__Input records__
-=-=-
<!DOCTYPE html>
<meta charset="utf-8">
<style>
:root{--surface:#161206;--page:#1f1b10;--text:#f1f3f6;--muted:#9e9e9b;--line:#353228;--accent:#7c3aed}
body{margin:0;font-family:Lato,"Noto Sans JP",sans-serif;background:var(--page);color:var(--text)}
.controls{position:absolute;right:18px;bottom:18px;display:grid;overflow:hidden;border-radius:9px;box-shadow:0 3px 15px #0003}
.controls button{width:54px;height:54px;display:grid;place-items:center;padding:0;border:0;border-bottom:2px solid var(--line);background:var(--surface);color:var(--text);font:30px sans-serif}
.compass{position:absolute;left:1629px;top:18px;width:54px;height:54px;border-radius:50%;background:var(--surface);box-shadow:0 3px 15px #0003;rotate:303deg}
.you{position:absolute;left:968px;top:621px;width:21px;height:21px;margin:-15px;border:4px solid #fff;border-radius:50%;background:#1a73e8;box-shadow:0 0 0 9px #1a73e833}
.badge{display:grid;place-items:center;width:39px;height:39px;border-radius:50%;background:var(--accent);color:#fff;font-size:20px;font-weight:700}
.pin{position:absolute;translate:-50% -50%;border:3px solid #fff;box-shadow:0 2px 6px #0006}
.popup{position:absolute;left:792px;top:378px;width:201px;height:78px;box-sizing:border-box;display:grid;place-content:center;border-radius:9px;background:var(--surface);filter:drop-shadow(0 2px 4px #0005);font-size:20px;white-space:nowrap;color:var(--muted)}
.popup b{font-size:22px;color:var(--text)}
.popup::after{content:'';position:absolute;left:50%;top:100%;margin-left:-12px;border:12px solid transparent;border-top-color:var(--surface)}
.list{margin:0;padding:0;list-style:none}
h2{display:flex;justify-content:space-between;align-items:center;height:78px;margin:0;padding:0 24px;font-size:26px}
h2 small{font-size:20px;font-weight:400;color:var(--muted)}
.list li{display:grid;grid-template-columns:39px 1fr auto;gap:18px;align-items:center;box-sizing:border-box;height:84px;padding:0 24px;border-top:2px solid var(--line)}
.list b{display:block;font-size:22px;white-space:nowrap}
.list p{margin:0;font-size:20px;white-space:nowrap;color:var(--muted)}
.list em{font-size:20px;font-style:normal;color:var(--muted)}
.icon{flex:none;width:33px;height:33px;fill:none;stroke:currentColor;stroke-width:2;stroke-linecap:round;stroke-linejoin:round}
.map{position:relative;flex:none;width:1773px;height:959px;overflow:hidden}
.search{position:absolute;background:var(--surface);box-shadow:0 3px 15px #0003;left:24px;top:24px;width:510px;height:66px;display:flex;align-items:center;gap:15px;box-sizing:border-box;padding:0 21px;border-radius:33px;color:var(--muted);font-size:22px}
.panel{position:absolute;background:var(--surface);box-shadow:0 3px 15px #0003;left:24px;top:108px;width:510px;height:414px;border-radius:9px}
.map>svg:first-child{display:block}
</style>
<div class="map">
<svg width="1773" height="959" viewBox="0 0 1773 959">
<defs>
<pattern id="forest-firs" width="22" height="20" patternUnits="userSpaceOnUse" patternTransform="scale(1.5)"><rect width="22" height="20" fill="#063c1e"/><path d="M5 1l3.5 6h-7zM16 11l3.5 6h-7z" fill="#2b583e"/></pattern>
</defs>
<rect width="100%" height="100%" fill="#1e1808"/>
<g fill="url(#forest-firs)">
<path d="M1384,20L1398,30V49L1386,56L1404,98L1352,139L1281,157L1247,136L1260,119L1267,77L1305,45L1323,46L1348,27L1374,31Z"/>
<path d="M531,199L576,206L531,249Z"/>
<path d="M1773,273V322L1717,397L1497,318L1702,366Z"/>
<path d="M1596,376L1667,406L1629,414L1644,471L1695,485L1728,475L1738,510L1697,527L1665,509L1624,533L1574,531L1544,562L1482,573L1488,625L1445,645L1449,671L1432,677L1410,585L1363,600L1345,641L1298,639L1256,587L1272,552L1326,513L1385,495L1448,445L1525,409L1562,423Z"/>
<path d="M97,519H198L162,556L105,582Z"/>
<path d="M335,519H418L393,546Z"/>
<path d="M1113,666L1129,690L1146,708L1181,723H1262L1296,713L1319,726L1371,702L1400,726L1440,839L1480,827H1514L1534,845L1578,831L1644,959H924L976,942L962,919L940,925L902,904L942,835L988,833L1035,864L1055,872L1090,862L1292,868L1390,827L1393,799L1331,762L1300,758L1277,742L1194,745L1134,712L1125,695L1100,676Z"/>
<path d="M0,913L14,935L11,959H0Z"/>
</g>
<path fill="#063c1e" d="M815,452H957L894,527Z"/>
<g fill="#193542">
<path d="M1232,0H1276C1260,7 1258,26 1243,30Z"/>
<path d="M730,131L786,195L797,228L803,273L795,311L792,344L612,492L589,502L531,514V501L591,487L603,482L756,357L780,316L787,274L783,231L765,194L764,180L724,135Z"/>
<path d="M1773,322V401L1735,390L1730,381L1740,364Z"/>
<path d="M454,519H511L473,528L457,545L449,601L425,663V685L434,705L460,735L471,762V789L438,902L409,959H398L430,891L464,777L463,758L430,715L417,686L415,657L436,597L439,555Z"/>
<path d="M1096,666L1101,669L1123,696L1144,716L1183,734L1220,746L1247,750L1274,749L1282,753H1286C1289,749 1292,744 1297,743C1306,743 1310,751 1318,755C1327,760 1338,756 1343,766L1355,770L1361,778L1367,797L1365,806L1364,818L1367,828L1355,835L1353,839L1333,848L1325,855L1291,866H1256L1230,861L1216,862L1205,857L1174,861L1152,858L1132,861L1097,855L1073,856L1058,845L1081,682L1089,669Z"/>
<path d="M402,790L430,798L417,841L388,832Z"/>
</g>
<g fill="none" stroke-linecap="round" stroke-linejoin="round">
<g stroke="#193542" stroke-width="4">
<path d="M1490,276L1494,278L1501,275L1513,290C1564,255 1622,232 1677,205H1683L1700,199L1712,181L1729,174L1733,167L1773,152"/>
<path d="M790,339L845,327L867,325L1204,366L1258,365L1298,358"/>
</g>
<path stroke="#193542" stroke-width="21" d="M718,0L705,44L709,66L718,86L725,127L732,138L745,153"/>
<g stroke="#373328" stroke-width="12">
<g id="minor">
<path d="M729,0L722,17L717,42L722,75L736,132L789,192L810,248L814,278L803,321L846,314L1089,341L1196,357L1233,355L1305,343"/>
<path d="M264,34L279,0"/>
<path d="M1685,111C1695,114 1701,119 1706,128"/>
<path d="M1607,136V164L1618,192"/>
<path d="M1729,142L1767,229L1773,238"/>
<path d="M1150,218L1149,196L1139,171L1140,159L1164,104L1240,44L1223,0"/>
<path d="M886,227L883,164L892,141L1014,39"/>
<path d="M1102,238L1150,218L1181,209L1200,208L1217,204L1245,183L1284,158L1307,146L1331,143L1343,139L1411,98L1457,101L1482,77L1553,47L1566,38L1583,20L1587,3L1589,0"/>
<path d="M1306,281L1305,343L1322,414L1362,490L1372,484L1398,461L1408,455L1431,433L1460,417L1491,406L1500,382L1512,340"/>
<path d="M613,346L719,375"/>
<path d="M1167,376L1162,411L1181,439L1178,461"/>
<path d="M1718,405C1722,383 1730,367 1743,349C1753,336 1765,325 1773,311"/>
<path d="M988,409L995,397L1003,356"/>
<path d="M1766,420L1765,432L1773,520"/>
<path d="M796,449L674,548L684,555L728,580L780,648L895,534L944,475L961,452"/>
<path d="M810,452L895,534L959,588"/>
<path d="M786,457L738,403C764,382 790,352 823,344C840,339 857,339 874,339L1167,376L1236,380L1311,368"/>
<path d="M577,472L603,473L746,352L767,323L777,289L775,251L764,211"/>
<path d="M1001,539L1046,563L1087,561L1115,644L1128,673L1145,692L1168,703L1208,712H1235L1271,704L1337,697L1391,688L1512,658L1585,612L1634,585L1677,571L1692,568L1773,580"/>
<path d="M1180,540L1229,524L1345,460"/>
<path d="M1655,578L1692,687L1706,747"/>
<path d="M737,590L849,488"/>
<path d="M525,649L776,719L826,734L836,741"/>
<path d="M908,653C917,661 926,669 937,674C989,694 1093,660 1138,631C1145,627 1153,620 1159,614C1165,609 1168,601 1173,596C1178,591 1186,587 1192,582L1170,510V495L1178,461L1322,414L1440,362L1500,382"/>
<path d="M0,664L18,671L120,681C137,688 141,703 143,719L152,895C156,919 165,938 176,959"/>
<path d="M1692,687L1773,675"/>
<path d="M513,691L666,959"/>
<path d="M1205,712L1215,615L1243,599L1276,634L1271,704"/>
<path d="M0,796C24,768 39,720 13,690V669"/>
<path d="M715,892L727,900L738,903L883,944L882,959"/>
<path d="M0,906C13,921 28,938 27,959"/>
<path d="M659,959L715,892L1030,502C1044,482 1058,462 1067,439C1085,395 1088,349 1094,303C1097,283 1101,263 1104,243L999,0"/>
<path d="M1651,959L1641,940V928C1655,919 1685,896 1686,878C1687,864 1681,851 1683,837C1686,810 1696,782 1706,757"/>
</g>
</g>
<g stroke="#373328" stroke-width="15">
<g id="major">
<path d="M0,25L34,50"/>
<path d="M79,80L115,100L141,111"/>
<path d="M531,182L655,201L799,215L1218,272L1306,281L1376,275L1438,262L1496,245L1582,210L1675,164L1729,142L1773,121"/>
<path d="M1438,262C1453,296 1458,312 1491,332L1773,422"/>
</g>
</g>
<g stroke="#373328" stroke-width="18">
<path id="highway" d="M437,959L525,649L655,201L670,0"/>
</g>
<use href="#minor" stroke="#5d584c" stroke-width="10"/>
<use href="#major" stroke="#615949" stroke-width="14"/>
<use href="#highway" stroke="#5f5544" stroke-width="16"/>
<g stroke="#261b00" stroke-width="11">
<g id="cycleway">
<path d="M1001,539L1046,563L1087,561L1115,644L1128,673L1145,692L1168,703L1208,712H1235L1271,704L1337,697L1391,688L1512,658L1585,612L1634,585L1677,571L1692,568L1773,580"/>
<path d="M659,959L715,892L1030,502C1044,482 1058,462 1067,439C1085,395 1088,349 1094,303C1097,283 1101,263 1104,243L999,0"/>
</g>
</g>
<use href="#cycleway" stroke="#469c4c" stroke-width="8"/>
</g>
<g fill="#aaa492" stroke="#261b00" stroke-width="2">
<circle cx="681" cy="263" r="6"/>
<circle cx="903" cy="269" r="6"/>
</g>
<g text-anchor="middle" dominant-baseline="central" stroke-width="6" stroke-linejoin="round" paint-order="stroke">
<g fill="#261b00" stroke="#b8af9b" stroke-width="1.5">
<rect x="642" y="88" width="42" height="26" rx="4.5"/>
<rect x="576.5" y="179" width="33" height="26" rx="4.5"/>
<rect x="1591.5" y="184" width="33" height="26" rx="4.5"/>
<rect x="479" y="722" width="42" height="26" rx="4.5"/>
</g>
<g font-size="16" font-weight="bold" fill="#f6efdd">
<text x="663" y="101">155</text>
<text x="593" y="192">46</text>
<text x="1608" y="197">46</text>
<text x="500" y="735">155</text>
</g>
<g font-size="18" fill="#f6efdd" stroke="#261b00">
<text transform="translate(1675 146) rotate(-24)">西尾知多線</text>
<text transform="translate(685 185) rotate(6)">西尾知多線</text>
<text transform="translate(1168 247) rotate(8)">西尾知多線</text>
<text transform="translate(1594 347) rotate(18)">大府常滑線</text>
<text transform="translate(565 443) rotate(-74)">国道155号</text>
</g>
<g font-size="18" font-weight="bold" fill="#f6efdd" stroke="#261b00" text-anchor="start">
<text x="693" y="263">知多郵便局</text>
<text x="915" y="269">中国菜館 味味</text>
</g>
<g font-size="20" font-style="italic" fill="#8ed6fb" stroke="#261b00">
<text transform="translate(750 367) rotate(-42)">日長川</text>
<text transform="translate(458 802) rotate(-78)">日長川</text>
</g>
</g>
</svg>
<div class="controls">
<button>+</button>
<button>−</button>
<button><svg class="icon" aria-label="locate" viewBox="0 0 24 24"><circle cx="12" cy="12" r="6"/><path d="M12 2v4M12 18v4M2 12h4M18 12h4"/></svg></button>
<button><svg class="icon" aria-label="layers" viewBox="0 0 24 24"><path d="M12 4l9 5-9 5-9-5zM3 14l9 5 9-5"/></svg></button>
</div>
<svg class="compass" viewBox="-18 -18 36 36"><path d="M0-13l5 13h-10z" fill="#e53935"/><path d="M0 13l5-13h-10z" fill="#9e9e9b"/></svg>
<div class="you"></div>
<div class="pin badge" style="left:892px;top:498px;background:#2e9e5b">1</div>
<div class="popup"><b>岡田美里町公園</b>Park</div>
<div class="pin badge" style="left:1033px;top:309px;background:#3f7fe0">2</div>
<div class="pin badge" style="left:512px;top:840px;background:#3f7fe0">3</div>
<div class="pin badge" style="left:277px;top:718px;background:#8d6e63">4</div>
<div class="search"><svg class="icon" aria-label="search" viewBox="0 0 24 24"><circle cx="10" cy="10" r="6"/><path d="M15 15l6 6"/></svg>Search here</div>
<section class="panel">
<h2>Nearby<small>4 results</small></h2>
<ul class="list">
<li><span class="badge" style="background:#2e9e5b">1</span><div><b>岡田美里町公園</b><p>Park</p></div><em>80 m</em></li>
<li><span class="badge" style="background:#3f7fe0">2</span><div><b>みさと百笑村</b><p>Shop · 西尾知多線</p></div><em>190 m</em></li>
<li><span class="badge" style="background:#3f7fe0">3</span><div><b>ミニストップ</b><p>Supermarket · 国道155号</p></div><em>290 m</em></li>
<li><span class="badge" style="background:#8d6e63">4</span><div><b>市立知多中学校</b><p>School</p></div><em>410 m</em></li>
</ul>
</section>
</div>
-=-=-
__What you should do__
Each line above that contains the word "sans" should be returned.

__Output for this exercise__
body{margin:0;font-family:Lato,"Noto Sans JP",sans-serif;background:var(--page);color:var(--text)}
.controls button{width:54px;height:54px;display:grid;place-items:center;padding:0;border:0;border-bottom:2px solid var(--line);background:var(--surface);color:var(--text);font:30px sans-serif}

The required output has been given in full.